THE DATA
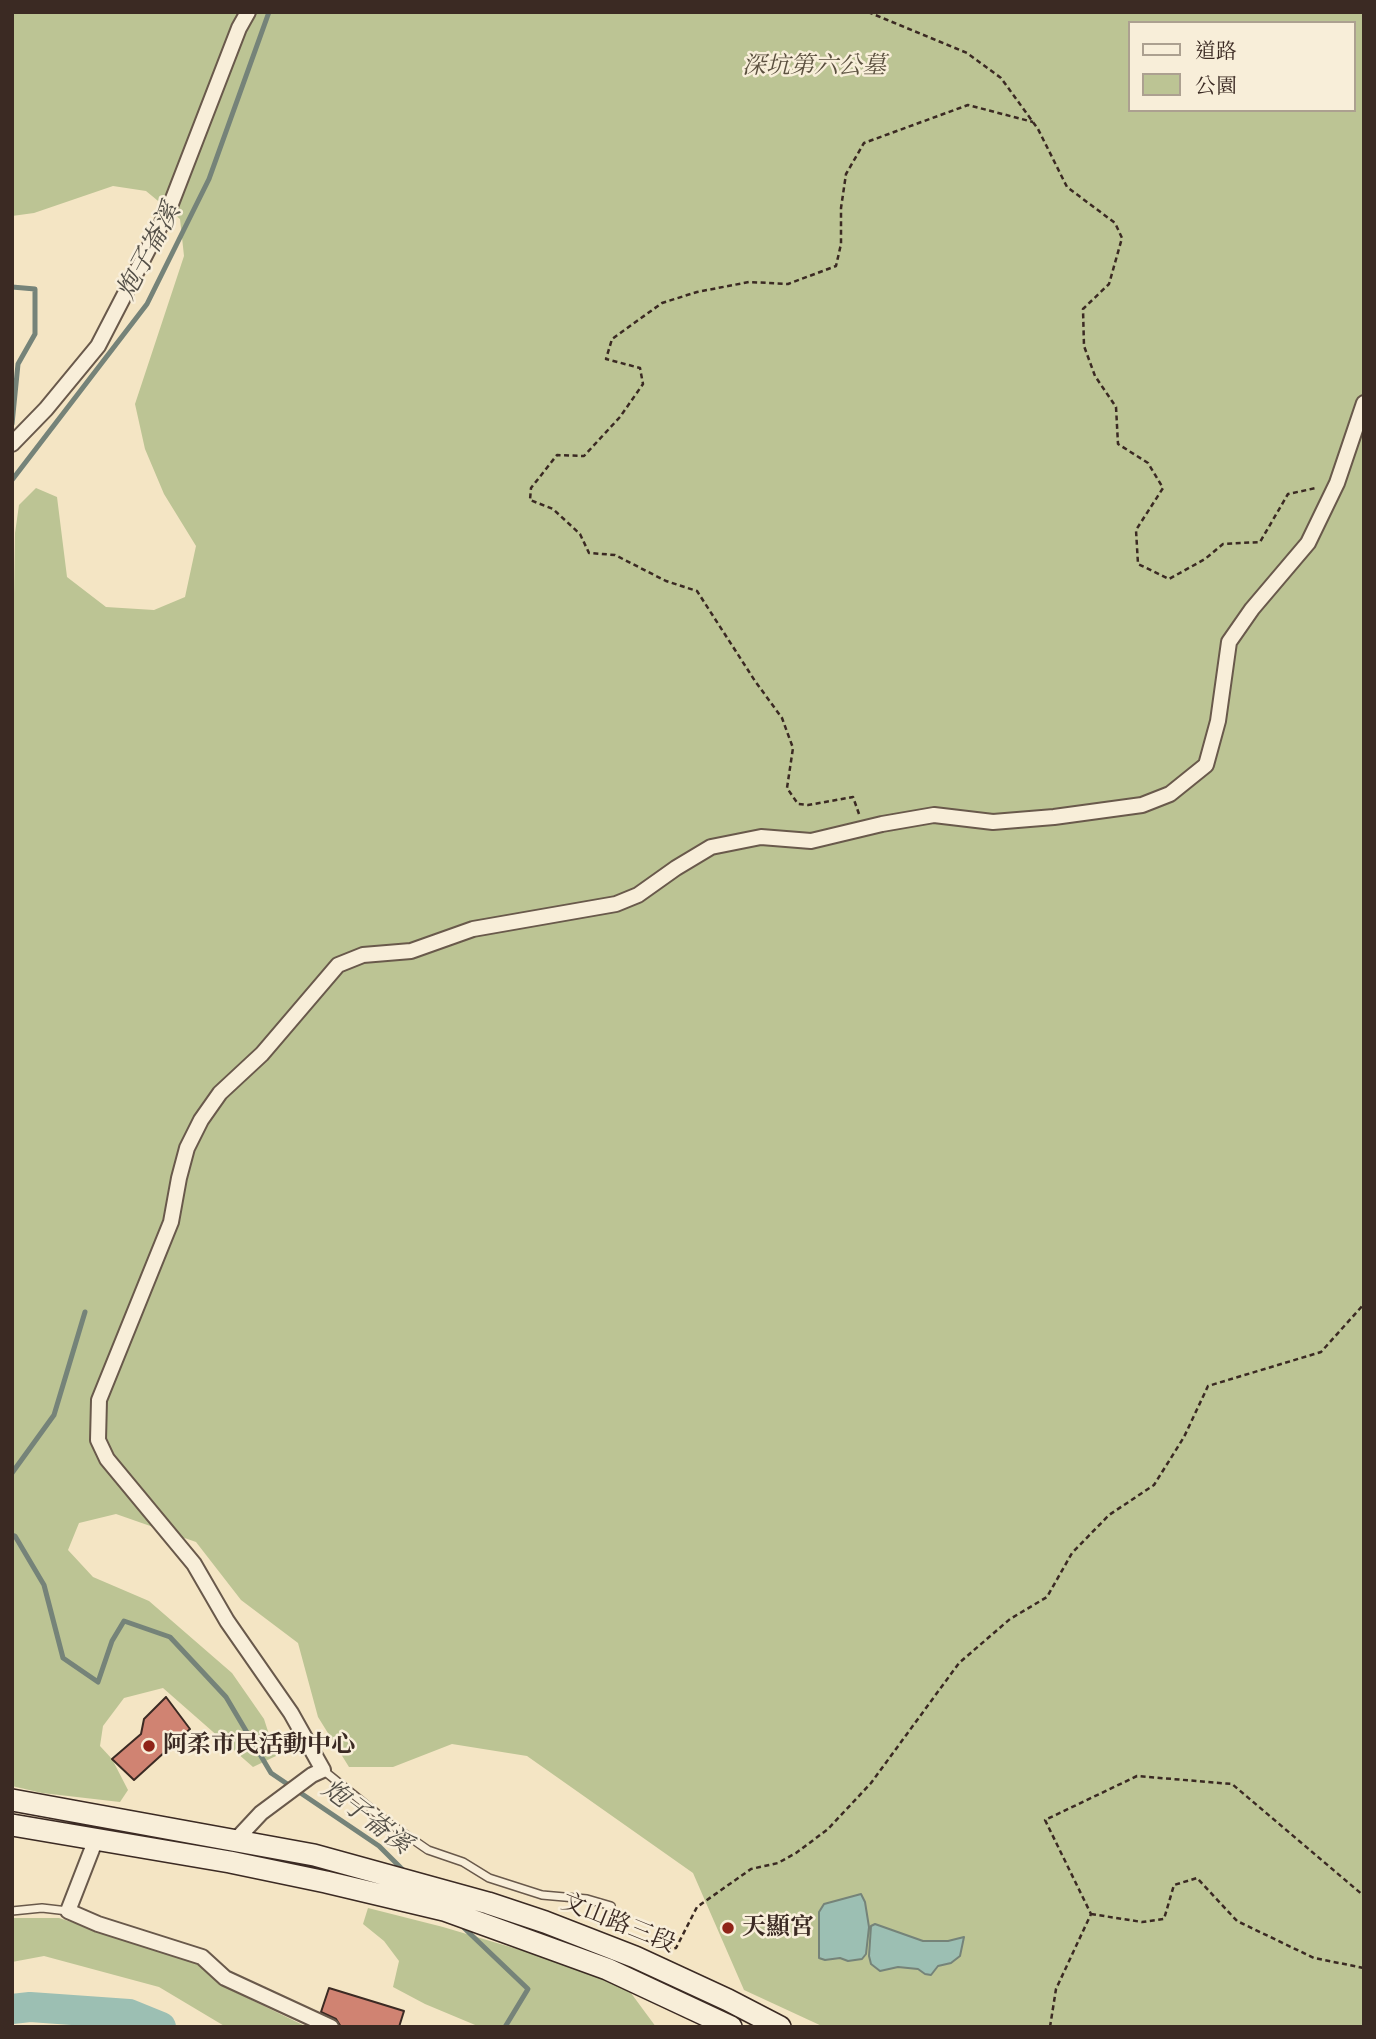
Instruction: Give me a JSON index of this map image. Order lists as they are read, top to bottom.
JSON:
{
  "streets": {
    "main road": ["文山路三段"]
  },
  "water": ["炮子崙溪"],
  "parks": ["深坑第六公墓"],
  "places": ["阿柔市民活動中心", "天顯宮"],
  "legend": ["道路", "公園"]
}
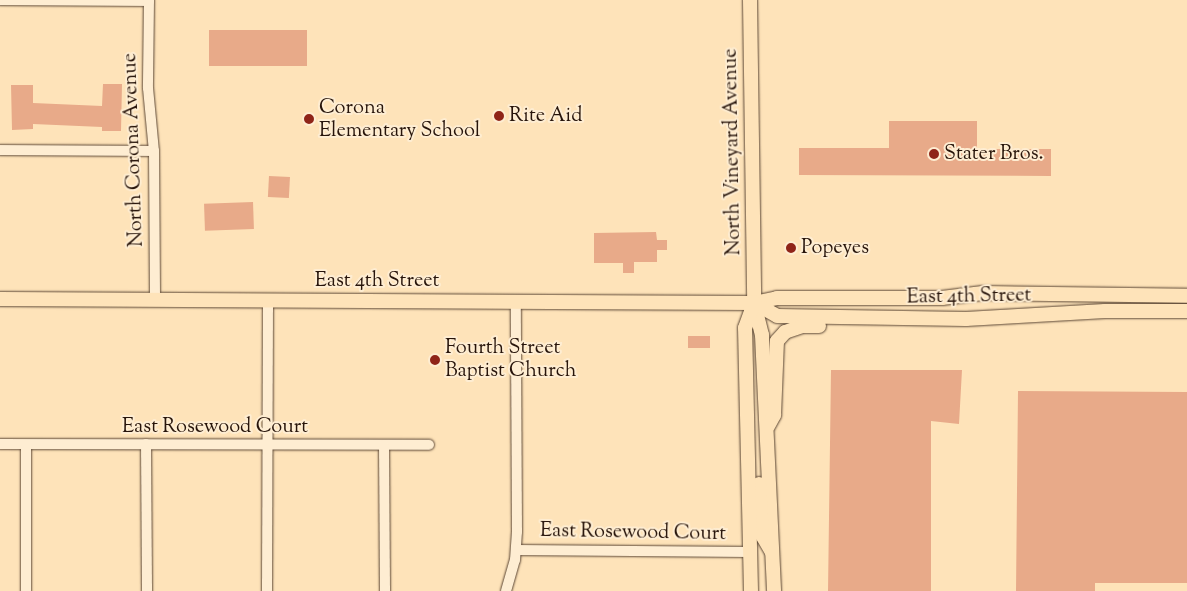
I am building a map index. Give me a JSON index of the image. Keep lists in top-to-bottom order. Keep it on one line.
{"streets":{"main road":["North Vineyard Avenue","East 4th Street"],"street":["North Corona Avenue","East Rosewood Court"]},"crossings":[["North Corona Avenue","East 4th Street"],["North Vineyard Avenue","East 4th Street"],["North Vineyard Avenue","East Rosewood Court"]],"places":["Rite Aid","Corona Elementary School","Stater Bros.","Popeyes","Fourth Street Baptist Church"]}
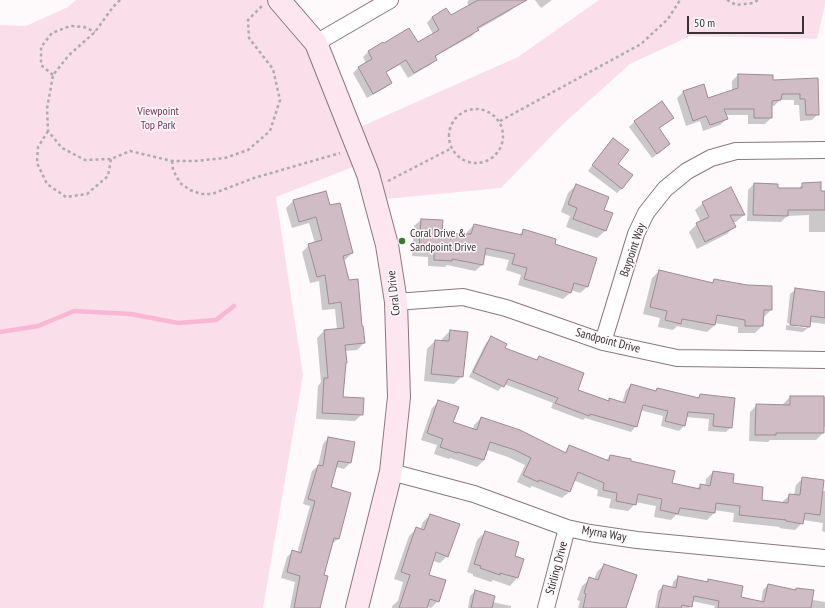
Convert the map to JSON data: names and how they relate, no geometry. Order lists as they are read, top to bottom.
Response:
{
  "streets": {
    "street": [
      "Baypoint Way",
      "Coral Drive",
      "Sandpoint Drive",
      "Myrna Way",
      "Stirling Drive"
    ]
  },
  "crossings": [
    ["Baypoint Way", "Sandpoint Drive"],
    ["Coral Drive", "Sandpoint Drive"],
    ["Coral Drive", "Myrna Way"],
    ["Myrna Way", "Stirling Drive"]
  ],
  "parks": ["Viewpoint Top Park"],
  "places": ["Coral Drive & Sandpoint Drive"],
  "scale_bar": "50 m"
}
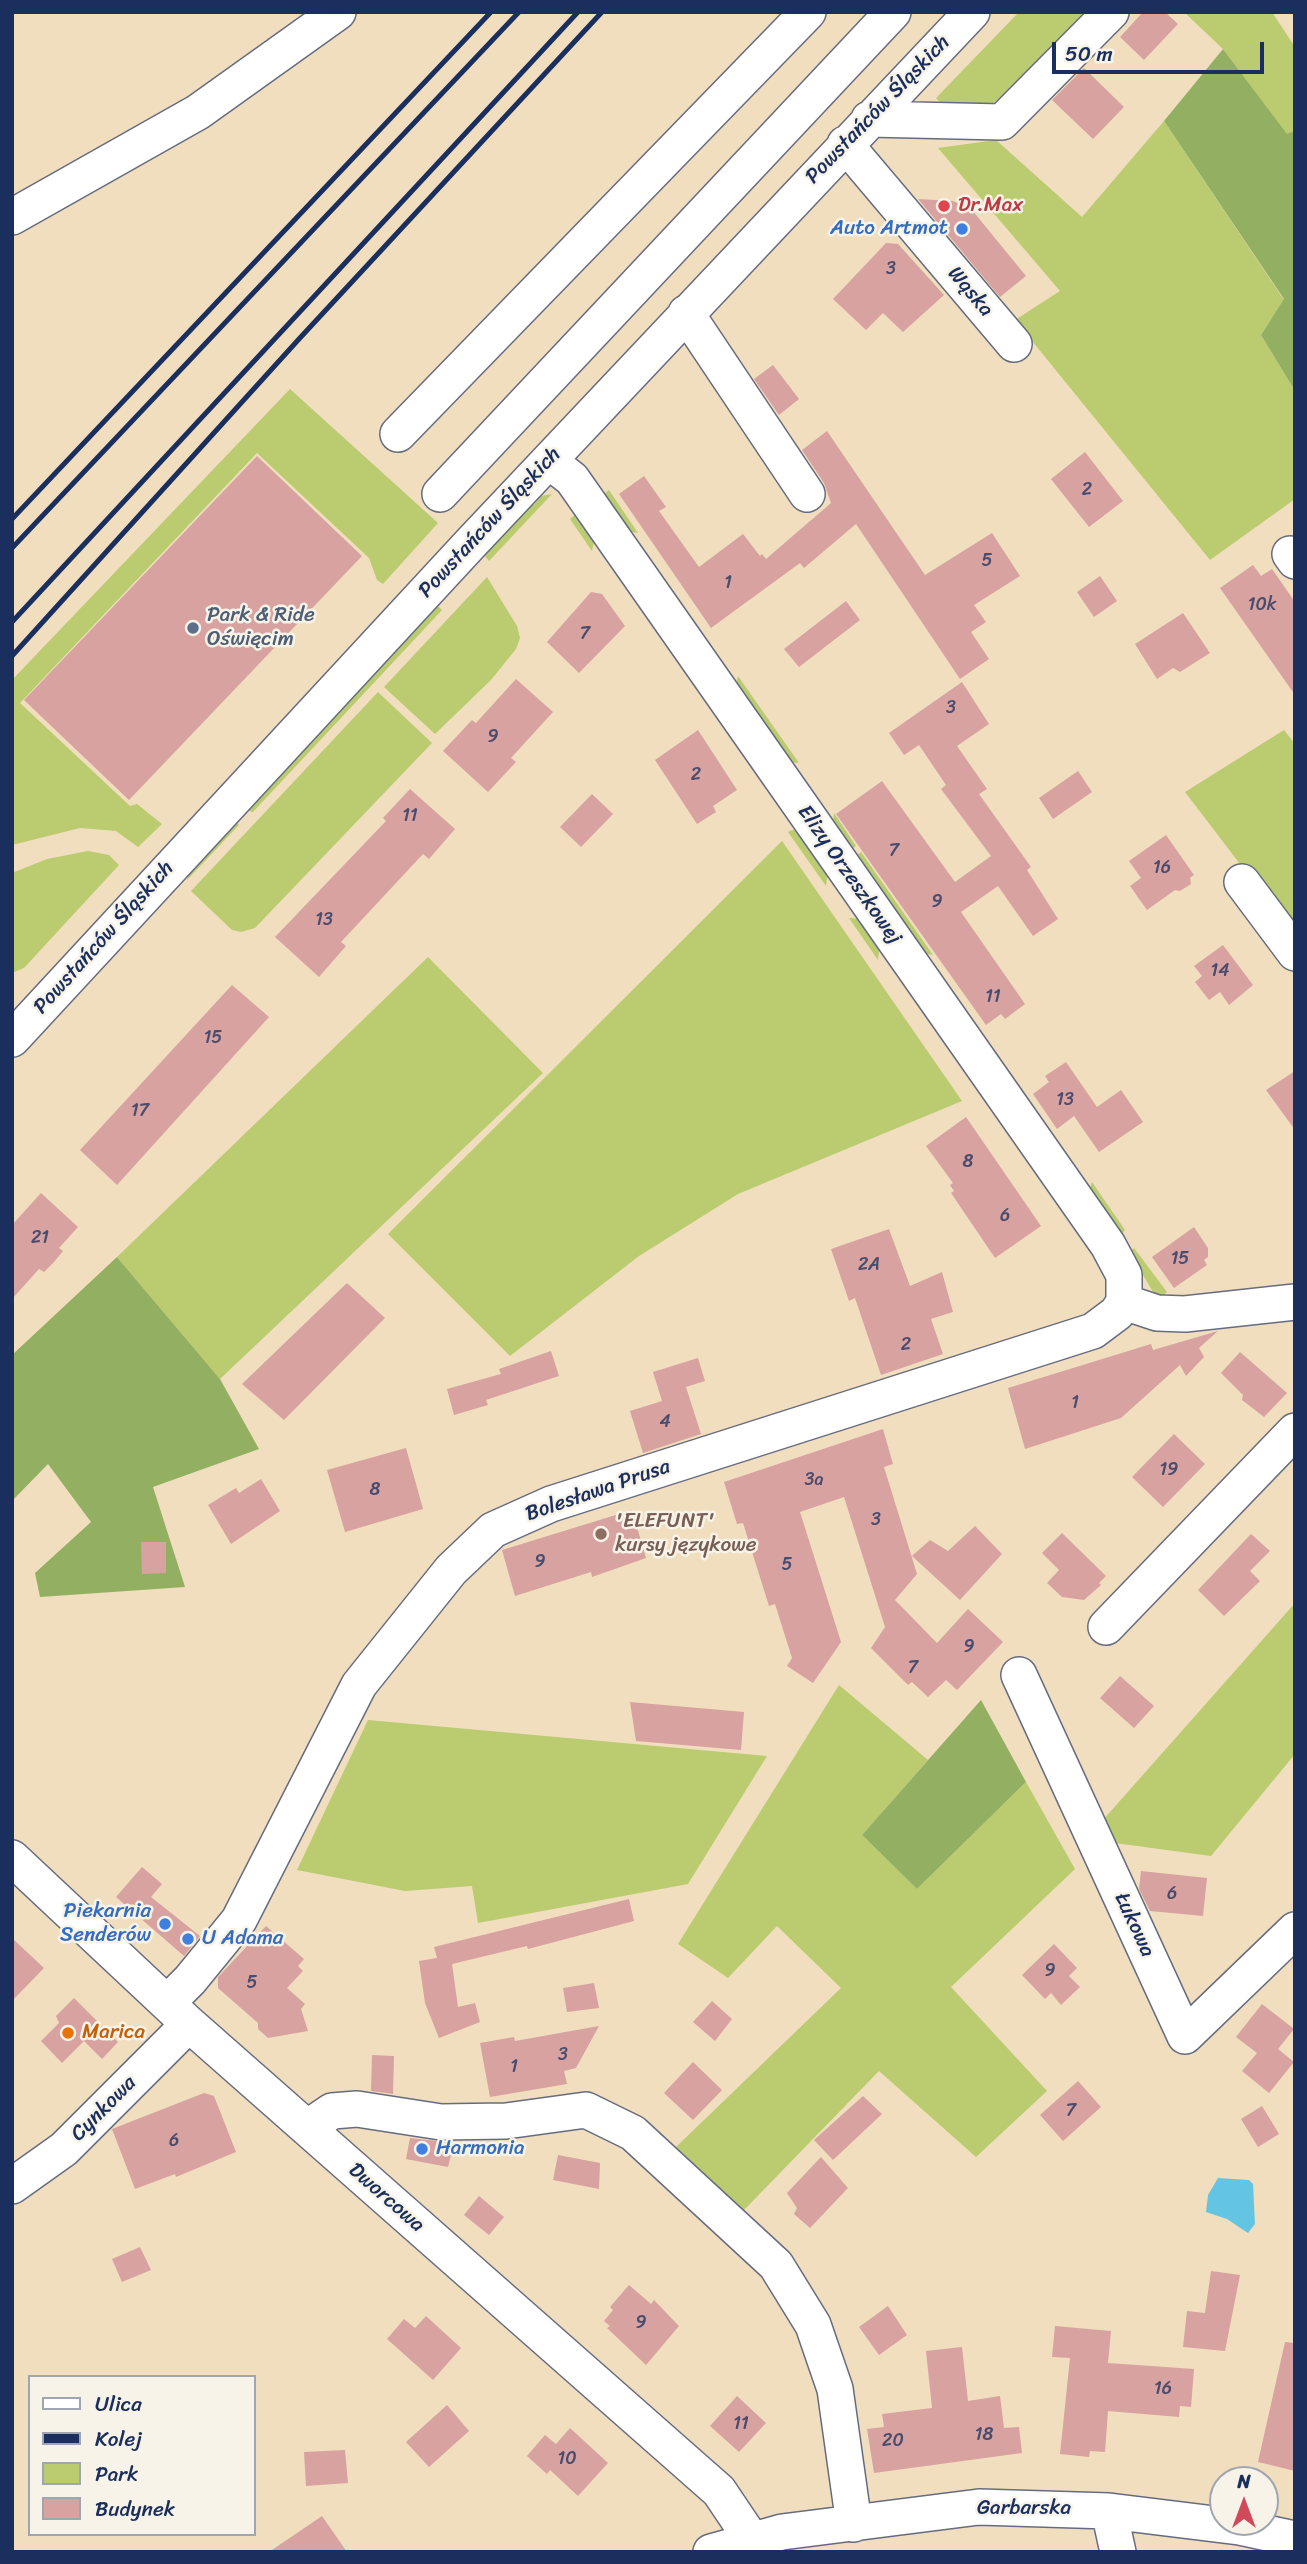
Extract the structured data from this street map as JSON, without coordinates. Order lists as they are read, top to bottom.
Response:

AIM OF THE TASK
Copy exactly the line that contains "Extract the structured" and every line after it, up to and including the last line of the records.

SOLVED PROBLEM
Extract the structured data from this street map as JSON, without coordinates. Order lists as they are read, top to bottom.
Response:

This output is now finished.